Gestion des conflits d’intérêts : l’emploi d’avant et d’après-mandat

La mobilité accrue entre les secteurs public et privé – et, notamment, les allers-retours de certains individus entre les deux sphères – suscite au sein de la population des interrogations qui peuvent entamer la confiance à l’égard de la fonction publique. Dans le même temps, il est dans l’intérêt de la population et des administrations de donner au secteur public la possibilité de recruter des agents expérimentés et qualifiés pour servir l’intérêt général. À cet égard, les situations de conflit d’intérêts doivent être repérées et gérées de manière appropriée et adéquate afin de garantir une saine gouvernance démocratique. Une approche trop stricte pourrait entraîner une inefficience bureaucratique et, de plus, décourager le recrutement d’agents qualifiés et compétents au sein du secteur public.

Pour traiter correctement la question de l’emploi d’après-mandat, 22 pays de l’OCDE ont édicté des règles et procédures spécifiques. À l’exception de la Suède, tous les pays membres de l’OCDE étudiés contraignent légalement les agents publics à ne pas utiliser d’informations confidentielles ou d’autres informations « d’initié » une fois qu’ils quittent le secteur public. De plus, 21 d’entre eux (soit 66 %) imposent un délai de carence pendant lequel les personnes qui quittent la fonction publique n’ont pas la possibilité d’exercer des activités de lobbying ni de s’impliquer dans des opérations officielles en interagissant avec d’anciens subordonnés ou collègues de la fonction publique. La durée de ce délai de carence varie en fonction des pays : si elle est inférieure à un an en Autriche, elle peut durer jusqu’à cinq ans en Allemagne, où les emplois d’après-mandat en lien avec les anciennes fonctions de l’agent public doivent être déclarés et peuvent être interdits s’ils nuisent à l’intérêt général. Le délai de carence peut varier selon les agents publics, en fonction de leur ancienneté et de la nature de leur poste ; c’est notamment le cas aux États-Unis, au Royaume-Uni et en Slovénie. Pendant le délai de carence, certaines catégories d’agents publics perçoivent une compensation en Autriche,en Espagne, en Israël, en Norvège et au Portugal.

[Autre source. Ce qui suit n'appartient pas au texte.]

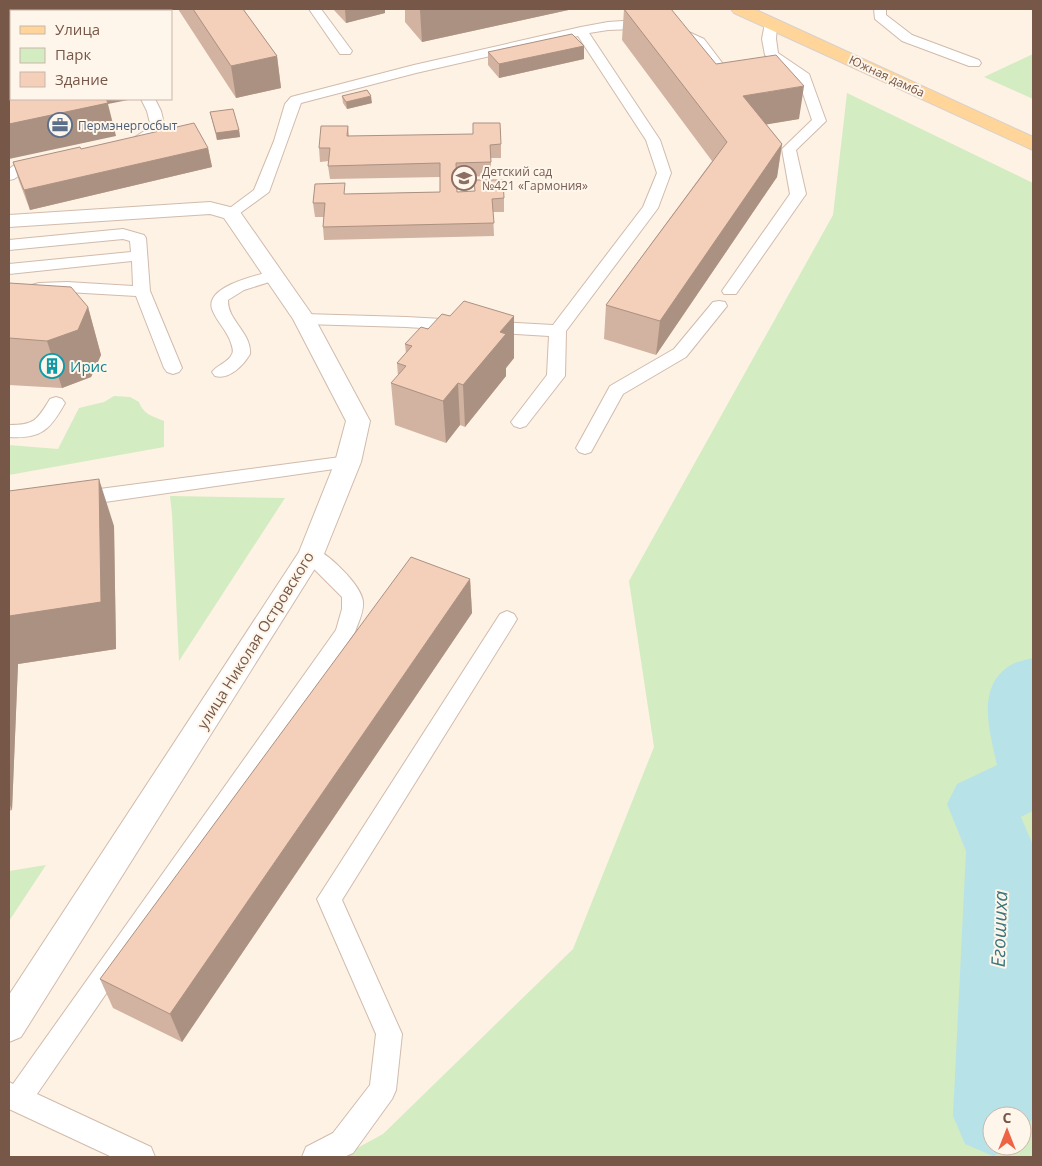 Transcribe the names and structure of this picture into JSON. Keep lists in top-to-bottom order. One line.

En Espagne par exemple, les agents publics touchent 80 % de leur salaire de base en guise de compensation, laquelle, en Norvège, est uniquement attribuée en cas d’interdiction d’accepter une nomination spécifique ; son montant équivaut au salaire perçu par l’agent juste avant son départ de la fonction publique.

L’emploi d’avant-mandat est beaucoup moins encadré que l’emploi d’après-mandat. Seuls sept pays de l’OCDE – l’Australie, l’Autriche, la France, Israël, le Japon, la Nouvelle-Zélande et les Pays-Bas – restreignent l’accès à la fonction publique des employés du secteur privé, des lobbyistes et des fournisseurs des administrations, voire de ceux qui ont négocié des marchés publics pour le compte d’une entreprise. La plupart de ces restrictions sont appliquées lors du processus de recrutement, dans le cadre duquel les emplois précédents des candidats sont examinés afin de repérer d’éventuels conflits d’intérêts. Une fois recrutés, les fonctionnaires sont également tenus de gérer ces derniers en se récusant de toute implication dans les processus de décision pertinents ou en s’abstenant de divulguer certaines informations.

Méthodologie et définitions

Les données ont été recueillies dans le cadre d’une enquête de 2014 de l’OCDE sur la gestion des conflits d’intérêts dans le pouvoir exécutif et la protection des lanceurs d’alerte. Trente-deux pays de l’OCDE ont participé à cette enquête, de même que le Brésil, la Colombie, la Fédération de Russie et la Lettonie. Les répondants étaient des délégués nationaux responsables des politiques d’intégrité au sein de l’administration centrale/fédérale.

Un « conflit d’intérêts » implique un conflit entre la mission publique et les intérêts privés d’un agent public dans le cadre duquel l’agent public possède à titre privé des intérêts qui pourraient influencer indûment la façon dont il s’acquitte de ses obligations et de ses responsabilités.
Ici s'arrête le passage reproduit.